Виктор, Ницше, Гегель, Сартр, Лессинг, Чайна, Рационалист, Эпикур, Синтетист, Камю, Локк, св. Августин, Декарт, Спиноза.

Виктор: На бытовом уровне мы безусловно ощущаем радость жизни, ее красоту, когда хочется жить и мы находим некоторый смысл этой жизни (у каждого он, в основном, свой). Но бывают часто и разочарования, периоды страдания, отчаяния, – и вот уже почти утрачен смысл жизни и ощущается, главным образом, ее трагизм, в конечном счете. В чем здесь дело? И что означает это понятие «трагизм»? В чем конкретные истоки этого чувства «трагического»? Прежде всего, как раз в том, на мой взгляд, по большому счету, что человек знает, что он смертен (по крайней мере, в мире явлений) и его не могут не волновать проблемы жизни, смерти и бессмертия. Человек рождается с инстинктом жизни, свободы, он верит в смысл своего предназначения. Но с течением жизни он видит и все более утверждается в том, что все живое смертно, – ощущение смысла жизни постепенно утрачивается, – тем более, что и в самих людях, в их деятельности, он замечает, как часто проявляется противоположный инстинкт – инстинкт смерти и разрушения. И тогда рождается ощущение абсурда этой жизни.

Камю: И это действительно страшно, ибо человек абсурда лицом к лицу со смертью (это есть наиболее абсурдная очевидность жизни) чувствует себя освобожденным от всего, в том числе и от всех требований человеческой морали. А нет морали – и «все дозволено».

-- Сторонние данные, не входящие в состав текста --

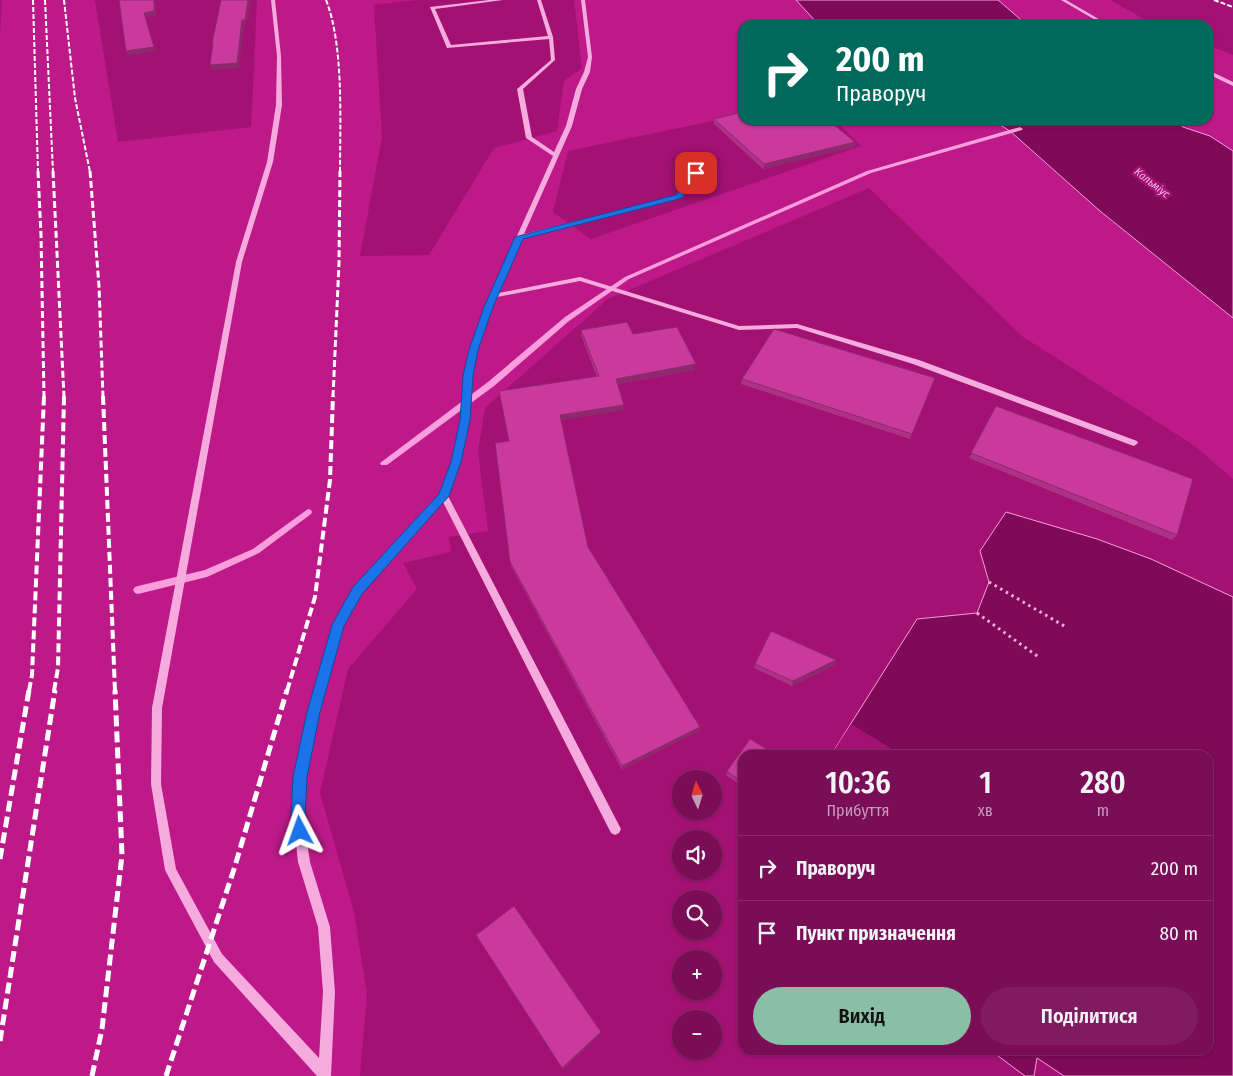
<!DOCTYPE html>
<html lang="uk">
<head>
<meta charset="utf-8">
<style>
	body { margin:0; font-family:"Fira Sans Condensed",sans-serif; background:#811b60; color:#f1f3f6; height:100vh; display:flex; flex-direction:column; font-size:19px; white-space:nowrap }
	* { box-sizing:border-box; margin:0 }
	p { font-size:16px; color:#c49cb9 }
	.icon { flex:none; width:28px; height:28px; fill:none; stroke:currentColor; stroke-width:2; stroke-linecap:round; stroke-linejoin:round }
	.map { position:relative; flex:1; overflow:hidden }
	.panel { position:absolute; left:738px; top:750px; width:475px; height:305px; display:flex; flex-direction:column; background:#7a0d56; border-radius:15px; box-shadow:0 1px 4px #0004,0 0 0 1px #8b2d6c }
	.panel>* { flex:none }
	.top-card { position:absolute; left:738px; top:20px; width:475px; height:105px; border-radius:15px; box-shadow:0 1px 4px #0004,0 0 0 1px #8b2d6c; background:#00695c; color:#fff; overflow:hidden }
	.needle { width:32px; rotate:356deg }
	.fabs { position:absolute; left:672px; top:770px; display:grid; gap:10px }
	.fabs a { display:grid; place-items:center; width:50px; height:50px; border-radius:50%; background:#7a0d56; box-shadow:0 1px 4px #0004,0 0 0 1px #8b2d6c; font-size:25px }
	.pin { position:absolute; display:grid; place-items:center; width:42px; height:42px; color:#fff; margin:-21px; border-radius:10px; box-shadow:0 2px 8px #0006 }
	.me { position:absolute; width:55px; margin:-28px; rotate:356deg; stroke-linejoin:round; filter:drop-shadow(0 0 4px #0008) }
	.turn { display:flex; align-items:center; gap:18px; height:105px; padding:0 15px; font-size:22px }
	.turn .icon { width:65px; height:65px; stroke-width:2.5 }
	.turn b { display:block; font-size:35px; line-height:42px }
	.eta { display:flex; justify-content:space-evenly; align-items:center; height:85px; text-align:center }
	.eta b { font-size:30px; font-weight:600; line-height:35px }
	.button { display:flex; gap:10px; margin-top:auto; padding:10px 15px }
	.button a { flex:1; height:58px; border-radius:30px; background:#8abfa5; color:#111; font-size:20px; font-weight:600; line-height:58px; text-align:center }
	.button a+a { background:#811b60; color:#f1f3f6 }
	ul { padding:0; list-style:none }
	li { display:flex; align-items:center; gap:15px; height:65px; padding:0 15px; border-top:1px solid #8b2d6c }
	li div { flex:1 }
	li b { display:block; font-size:19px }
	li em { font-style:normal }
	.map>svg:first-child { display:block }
	.green { fill:#bd1989 }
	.water { fill:#7f0a57; stroke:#f99ddd }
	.pier { fill:#a31173 }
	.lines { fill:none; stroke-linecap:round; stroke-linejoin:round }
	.stream { fill:#f99ddd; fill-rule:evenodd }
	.path { stroke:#f6abde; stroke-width:3; stroke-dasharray:2.5 4; stroke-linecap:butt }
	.minor { fill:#f6abde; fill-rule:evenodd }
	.rail-far3 { stroke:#fff; stroke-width:2; stroke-dasharray:5 2; stroke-linecap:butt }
	.rail-far2 { stroke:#fff; stroke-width:3; stroke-dasharray:7 3; stroke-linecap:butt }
	.rail-far1 { stroke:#fff; stroke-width:4; stroke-dasharray:9 4; stroke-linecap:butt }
	.rail { stroke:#fff; stroke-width:5; stroke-dasharray:11 5; stroke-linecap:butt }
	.wall { fill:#ad3286 }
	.shaded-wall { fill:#8d296d }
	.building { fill:#c93a9c; stroke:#8d296d }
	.route { fill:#1a73e8; stroke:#114b97 }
	.labels { text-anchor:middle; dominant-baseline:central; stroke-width:5; stroke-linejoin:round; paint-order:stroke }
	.far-water-label { font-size:11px; font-style:italic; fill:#fcb8e7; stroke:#a31173 }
</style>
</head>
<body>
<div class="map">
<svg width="1233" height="1076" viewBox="0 0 1233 1076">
	<rect width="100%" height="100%" fill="#a31173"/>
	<g class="green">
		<polygon points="2,0 95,0 118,142 251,127 257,0 417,0 374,5 382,137 360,256 429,255 494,148 557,131 564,81 582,68 574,0 796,0 819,25 742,25 742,115 568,151 553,212 591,239 861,146 835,120 992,120 1010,131 1100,211 1233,318 1233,479 1195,446 1023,337 869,188 608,299 485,408 478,452 488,531 449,537 451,552 403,563 417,589 348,669 320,793 354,912 367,994 360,1076 0,1076 0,36"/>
		<polygon points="998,0 1110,0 1142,18 1159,25 1027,25"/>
		<polygon points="1208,45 1233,55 1233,151 1210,136 1183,127 1174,120 1208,120"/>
	</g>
	<g class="water">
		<polygon points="796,0 998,0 1027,25 819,25"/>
		<polygon points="992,120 1174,120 1183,127 1210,136 1233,151 1233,318 1100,211 1010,131"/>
		<polygon points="1006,512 1097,539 1151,559 1233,597 1233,1076 1064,1076 1037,1058 1034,1076 1025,1076 990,1050 1208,1050 1208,755 831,755 917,619 977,613 989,582 980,551"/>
	</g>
	<polygon class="pier" points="851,724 902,755 831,755"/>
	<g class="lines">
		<g class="stream">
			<polygon points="1020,127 1023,129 1022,130 871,173 629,279 569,321 494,386 387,465 381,465 380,463 488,382 565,317 625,277 867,171"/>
			<polygon points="308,509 311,510 312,512 311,514 259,553 207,577 138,594 135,593 133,590 135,587 138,586 205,570 253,549"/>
		</g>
		<g class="path">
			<polyline points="989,582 1066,627"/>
			<polyline points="977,613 1040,658"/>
		</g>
		<g class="minor">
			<path d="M271 0H275L281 56 282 105 273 162 242 262 162 708 161 784 176 869 222 954 319 1058 323 992 318 927 298 862 293 815 295 777 308 712 333 625 354 587 440 494 452 463 461 420 464 376 469 350 490 296 553 156 526 138 517 89 551 60 549 39 447 48 430 7 489 0H503L435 9 451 45 548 36 537 0H541L553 37 555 60 523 89 532 137 554 152 566 126 576 89 584 72 588 57 581 0H585L592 57 590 72 582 89 572 126 524 234 677 196 702 160 707 161 681 198 523 238 499 293 580 277 739 326 797 324 919 360 1137 441 1138 443 1134 446 1131 445 913 364 797 328 739 330 580 281 497 297C489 315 480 333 476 352 471 375 472 398 469 421 465 447 457 471 448 496L621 829 619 833 615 835 611 833 443 502 360 593 343 626 318 712 305 777 303 815 310 862 330 927 335 992 331 1076H317L214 962 165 870 151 784 152 708 236 262 267 162 276 105 277 56Z"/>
			<polygon points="1061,0 1066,0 1109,25 1104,25"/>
			<polygon points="1208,70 1233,82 1233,86 1208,74"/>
		</g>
		<g class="rail-far3">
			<polyline points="33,0 38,172"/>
			<polyline points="45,0 53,172"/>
			<polyline points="64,0 75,98 90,172"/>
			<path d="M326 0C344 45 340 123 340 172"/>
			<polyline points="1214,0 1233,7"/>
		</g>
		<g class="rail-far2">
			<polyline points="38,171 41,235 44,397"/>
			<polyline points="53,171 64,397"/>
			<polyline points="90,171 99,286 103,397"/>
			<polyline points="333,397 339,263 340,171"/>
		</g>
		<g class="rail-far1">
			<polyline points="103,396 115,691"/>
			<polyline points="29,691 32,675 44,396"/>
			<polyline points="54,691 58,668 64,396"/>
			<polyline points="287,691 315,597 330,480 333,396"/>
		</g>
		<g class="rail">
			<polyline points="0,859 29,690"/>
			<polyline points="0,1041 55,690"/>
			<polyline points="92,1076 102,1029 122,855 115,690"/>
			<polyline points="166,1076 235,866 287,690"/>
		</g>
	</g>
	<g class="wall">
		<polygon points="714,119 855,142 854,147 763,169 714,124"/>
		<polygon points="581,330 633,334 695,370 617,384 624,410 561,420 588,547 700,727 699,731 622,770 511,566 495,443 509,441 597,377 581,335"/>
		<polygon points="935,378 910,439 741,384 742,379"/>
		<polygon points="996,406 1177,535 1172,540 969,458"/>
		<polygon points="836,660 834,665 792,686 754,668 755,664"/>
		<polygon points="750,739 773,753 772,755 742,755 742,786 726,775 727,771"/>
	</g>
	<g class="shaded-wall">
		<polygon points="154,0 155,0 156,6 156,16 145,17 156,51 128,56 126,51 144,13"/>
		<polygon points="248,0 251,0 246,25 244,25 239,68 211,70 210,65 242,20"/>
		<polygon points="855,142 854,147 763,169 764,164"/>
		<polygon points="696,364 695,370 616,384 616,379"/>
		<polygon points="624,405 624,410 560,420 560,415"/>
		<polygon points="836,660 834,665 792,686 793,681"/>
		<polygon points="700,727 699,731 622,770 622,766"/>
		<polygon points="601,1032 601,1034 563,1070 562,1068"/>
	</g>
	<g class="building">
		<polygon points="119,0 154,0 154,11 144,13 154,47 126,51"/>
		<polygon points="221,0 248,0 245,20 242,20 237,63 210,65 213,43 212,43"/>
		<polygon points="742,112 742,120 828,120 855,142 764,164 714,119"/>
		<polygon points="627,322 633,334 677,327 696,364 616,379 624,405 560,415 588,547 700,727 622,766 510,562 495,443 509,441 499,391 599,376 581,330"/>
		<polygon points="774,329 935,378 912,434 742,379"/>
		<polygon points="996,406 1193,479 1177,535 971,453"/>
		<polygon points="771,631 836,660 793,681 755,664"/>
		<polygon points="750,739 773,753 771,755 742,755 742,782 727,771"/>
		<polygon points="514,906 601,1032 562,1068 476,935"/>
	</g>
	<polygon class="route" points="693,171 699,173 682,198 523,239 493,307 478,350 473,376 470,420 461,462 449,496 362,594 344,626 320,712 307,777 305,815 307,831 305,836 300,838 295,836 291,815 293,777 307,712 332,625 353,587 439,494 451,462 460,420 463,376 469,350 484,307 515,237 676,195"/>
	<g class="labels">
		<g class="far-water-label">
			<text transform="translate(1152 183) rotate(38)">Кальміус</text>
		</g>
	</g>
</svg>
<div class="fabs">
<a><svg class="needle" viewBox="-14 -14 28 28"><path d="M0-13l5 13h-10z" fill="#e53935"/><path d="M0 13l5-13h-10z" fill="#c49cb9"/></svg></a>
<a><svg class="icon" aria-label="sound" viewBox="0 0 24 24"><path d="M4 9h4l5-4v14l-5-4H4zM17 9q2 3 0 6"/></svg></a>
<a><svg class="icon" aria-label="search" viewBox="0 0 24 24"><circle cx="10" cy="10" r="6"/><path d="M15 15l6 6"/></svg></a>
<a>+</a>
<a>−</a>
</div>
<div class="pin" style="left:696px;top:173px;background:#d93025"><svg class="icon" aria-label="arrive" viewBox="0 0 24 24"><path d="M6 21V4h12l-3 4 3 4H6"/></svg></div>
<svg class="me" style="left:300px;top:831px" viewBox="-20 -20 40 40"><path d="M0-17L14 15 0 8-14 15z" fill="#1a73e8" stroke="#fff" stroke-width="4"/></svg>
<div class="top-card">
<div class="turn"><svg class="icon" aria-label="right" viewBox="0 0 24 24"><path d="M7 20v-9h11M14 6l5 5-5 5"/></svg><div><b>200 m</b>Праворуч</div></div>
</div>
<section class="panel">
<div class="eta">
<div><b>10:36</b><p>Прибуття</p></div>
<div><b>1</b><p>хв</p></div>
<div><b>280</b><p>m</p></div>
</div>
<ul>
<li><svg class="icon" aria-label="right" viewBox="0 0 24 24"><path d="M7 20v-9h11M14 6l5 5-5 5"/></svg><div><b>Праворуч</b></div><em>200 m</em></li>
<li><svg class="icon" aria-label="arrive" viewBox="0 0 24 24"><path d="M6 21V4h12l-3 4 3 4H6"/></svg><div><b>Пункт призначення</b></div><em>80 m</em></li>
</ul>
<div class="button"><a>Вихід</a><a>Поділитися</a></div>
</section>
</div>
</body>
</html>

Виктор: Еще один источник трагического – общественные противоречия: человек мечтает о свободе, равенстве и справедливости, но ни одно общественное устройство не может воплотить в жизнь эти его мечтания. Существует трагическая противоречивость личностных устремлений и требований общественной необходимости, социальной активности индивида и необыкновенной сложности бытия, недостаточности знаний о нем. Об этом писал Георг Гегель.

Гегель: Суть трагической личности – в ее стремлении к Идеалу (бессмертие, свобода, добро, справедливость) и его неосуществимости. Чувство трагического есть результат столкновения личности (способной к соответствующему переживанию) и трагических обстоятельств (как создаваемых деятельностью конкретной личности, так и существующих как общая конкретно-историческая обстановка, – это состояние мира).

Виктор: По сути дела, речь должна идти об осмыслении диалектики свободы и необходимости в деятельности человека, как проявлении самой сущности жизни. (Позднее об этом будем говорить подробнее). Возможно, что именно с этим положением можно связать в наибольшей степени ощущение трагизма человеческой жизни: человек, обладающий стремлением к свободе самовыражения в жизни и творчестве, сталкивается, иной раз, с неодолимой необходимостью жизненных обстоятельств мира явлений. Таким образом, и тема анализа попыток построения идеального общества и их неудачного, как правило, завершения выводит нас также на изучение проблемы «трагического».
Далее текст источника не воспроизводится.